Stored data entries
━━━━━━━━━━━━━━━━━━━━━━━━━━━━━━

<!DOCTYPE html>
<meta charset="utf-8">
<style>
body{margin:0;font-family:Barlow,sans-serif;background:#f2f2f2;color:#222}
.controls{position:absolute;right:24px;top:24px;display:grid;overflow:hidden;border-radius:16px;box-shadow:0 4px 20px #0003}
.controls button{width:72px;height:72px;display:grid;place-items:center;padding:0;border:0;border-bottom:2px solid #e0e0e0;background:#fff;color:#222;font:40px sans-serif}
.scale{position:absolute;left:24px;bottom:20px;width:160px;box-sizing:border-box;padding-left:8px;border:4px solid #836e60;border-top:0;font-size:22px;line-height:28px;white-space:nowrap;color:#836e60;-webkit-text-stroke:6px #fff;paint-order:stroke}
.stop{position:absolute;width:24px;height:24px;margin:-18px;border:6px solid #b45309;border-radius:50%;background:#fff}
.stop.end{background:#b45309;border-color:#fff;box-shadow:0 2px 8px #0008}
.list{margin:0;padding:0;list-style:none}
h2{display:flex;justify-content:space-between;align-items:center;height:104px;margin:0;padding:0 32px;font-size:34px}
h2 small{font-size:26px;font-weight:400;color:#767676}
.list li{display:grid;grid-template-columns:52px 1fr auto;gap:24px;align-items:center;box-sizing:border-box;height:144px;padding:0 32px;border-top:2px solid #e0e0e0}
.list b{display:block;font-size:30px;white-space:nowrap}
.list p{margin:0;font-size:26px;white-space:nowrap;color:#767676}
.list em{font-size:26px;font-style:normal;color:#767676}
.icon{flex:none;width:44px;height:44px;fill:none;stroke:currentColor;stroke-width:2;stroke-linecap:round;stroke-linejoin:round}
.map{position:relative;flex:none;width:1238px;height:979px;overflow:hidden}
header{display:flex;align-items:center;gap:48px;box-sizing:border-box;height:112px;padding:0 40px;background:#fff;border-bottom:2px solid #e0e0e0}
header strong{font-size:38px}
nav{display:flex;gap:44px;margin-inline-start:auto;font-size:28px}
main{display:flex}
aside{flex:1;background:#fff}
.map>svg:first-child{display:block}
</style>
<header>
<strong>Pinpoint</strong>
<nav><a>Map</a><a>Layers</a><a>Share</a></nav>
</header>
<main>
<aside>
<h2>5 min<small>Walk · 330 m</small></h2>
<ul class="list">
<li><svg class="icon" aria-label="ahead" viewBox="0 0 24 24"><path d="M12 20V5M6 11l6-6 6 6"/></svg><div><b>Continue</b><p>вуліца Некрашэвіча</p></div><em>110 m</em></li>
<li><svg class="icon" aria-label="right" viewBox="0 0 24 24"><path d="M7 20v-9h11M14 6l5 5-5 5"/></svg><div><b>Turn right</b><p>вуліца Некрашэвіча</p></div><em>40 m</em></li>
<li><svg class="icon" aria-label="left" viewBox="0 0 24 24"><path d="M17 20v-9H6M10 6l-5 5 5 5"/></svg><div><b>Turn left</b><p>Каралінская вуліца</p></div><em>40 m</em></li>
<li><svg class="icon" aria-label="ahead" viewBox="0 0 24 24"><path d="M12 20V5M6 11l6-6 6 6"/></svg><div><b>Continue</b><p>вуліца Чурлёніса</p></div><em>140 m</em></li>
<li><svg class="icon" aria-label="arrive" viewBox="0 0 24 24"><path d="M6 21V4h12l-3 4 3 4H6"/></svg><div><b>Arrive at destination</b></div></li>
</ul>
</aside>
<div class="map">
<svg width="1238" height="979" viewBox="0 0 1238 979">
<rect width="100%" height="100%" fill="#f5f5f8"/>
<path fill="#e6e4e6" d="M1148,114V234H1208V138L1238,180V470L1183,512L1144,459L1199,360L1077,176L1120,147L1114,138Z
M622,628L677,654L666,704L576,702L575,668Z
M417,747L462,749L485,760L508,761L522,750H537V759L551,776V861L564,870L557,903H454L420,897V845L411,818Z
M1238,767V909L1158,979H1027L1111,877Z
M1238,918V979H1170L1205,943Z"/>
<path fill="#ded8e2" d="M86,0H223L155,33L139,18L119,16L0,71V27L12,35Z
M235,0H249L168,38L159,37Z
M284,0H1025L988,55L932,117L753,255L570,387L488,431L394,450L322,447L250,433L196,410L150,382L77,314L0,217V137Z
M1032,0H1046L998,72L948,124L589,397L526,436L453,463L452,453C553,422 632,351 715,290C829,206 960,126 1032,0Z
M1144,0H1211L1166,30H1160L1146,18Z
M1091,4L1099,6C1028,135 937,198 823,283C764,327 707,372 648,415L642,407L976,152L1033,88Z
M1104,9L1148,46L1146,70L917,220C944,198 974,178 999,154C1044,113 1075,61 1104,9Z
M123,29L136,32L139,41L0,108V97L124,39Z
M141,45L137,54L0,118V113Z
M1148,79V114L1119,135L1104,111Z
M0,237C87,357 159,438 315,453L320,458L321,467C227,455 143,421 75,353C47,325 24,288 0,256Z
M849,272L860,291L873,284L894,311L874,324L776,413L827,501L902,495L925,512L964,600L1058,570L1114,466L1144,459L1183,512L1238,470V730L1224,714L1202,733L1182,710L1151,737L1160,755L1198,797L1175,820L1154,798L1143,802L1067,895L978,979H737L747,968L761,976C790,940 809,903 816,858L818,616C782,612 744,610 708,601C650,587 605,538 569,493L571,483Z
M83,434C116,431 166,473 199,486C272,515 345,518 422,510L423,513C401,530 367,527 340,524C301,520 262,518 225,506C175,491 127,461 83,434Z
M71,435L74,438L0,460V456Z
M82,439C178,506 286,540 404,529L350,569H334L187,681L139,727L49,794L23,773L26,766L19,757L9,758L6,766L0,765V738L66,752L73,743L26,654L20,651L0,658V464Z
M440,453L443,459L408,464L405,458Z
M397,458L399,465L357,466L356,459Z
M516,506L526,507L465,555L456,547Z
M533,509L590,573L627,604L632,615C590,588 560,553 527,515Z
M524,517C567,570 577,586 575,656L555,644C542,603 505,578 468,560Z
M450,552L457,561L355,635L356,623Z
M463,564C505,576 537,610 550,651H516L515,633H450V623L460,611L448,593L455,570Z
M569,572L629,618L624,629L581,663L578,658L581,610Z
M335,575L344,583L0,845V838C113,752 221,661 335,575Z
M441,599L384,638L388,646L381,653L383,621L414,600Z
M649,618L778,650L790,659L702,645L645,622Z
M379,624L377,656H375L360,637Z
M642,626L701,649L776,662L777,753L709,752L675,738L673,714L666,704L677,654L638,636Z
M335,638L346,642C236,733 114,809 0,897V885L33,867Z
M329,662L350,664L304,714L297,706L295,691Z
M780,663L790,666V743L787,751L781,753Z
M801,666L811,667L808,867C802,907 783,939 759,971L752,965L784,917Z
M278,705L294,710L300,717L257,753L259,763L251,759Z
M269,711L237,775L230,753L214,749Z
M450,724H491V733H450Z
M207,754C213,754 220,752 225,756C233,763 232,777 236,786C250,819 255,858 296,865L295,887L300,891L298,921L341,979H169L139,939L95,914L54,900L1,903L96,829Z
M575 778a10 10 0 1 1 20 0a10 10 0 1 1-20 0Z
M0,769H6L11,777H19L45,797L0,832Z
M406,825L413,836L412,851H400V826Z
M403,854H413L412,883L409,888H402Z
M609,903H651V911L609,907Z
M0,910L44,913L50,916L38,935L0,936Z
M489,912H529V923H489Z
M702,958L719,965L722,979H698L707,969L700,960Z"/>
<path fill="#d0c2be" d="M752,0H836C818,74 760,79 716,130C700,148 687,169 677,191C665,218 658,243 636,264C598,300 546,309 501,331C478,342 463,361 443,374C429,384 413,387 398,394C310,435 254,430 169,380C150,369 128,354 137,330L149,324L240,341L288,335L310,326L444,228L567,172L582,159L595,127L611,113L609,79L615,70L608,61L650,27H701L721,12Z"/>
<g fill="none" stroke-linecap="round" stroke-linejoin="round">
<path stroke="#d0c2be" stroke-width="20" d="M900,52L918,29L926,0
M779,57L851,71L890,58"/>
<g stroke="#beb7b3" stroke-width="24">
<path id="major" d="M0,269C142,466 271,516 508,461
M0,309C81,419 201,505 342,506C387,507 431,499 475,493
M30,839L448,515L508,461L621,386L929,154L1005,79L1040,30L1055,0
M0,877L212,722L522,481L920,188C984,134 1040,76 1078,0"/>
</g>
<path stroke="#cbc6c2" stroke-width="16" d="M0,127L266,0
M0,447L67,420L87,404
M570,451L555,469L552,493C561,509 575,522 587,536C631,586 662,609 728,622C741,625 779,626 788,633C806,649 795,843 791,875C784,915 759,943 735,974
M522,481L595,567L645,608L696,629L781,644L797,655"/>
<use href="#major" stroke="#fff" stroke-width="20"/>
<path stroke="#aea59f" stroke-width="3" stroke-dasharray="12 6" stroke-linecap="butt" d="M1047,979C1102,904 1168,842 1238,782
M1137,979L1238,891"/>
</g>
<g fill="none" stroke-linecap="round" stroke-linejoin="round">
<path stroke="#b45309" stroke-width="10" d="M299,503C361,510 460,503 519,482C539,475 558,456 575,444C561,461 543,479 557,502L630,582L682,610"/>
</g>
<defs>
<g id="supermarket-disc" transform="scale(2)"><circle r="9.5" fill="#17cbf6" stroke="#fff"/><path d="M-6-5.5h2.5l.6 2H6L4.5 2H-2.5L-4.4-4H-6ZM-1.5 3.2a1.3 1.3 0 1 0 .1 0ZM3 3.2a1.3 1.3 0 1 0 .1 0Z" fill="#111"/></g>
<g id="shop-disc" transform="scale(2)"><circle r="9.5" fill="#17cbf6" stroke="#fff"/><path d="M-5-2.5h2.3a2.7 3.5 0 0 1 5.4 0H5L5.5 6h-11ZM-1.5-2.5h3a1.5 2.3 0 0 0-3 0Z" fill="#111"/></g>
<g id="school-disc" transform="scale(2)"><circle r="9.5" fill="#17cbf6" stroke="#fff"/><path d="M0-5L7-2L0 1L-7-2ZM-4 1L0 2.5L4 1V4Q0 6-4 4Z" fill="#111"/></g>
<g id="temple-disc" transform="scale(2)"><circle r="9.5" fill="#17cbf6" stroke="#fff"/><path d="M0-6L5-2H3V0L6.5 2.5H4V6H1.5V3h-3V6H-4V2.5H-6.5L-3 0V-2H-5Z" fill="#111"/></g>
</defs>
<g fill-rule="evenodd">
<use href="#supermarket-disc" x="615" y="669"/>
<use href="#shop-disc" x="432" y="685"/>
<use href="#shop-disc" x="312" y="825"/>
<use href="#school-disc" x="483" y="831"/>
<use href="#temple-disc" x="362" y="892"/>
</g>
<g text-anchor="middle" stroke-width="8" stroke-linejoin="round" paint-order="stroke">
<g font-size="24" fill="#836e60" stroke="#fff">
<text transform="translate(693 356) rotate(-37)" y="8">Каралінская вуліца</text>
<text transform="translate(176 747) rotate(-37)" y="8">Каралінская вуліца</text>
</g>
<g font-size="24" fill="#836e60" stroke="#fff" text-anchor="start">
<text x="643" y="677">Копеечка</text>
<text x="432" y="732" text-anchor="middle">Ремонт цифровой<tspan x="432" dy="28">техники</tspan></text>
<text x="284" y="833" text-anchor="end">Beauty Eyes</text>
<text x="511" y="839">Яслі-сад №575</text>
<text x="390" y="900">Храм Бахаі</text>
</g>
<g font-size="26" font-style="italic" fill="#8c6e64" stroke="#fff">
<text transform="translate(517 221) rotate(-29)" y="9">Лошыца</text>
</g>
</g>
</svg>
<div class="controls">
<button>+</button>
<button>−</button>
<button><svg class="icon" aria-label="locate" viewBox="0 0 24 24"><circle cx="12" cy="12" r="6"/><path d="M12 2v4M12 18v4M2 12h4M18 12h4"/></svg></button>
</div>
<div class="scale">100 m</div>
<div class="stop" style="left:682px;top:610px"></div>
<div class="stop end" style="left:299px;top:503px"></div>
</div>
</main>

━━━━━━━━━━━━━━━━━━━━━━━━━━━━━━

Directions for this task → Pull every line containing the word "linejoin" out of the entries above.

Response to this exercise →
.icon{flex:none;width:44px;height:44px;fill:none;stroke:currentColor;stroke-width:2;stroke-linecap:round;stroke-linejoin:round}
<g fill="none" stroke-linecap="round" stroke-linejoin="round">
<g fill="none" stroke-linecap="round" stroke-linejoin="round">
<g text-anchor="middle" stroke-width="8" stroke-linejoin="round" paint-order="stroke">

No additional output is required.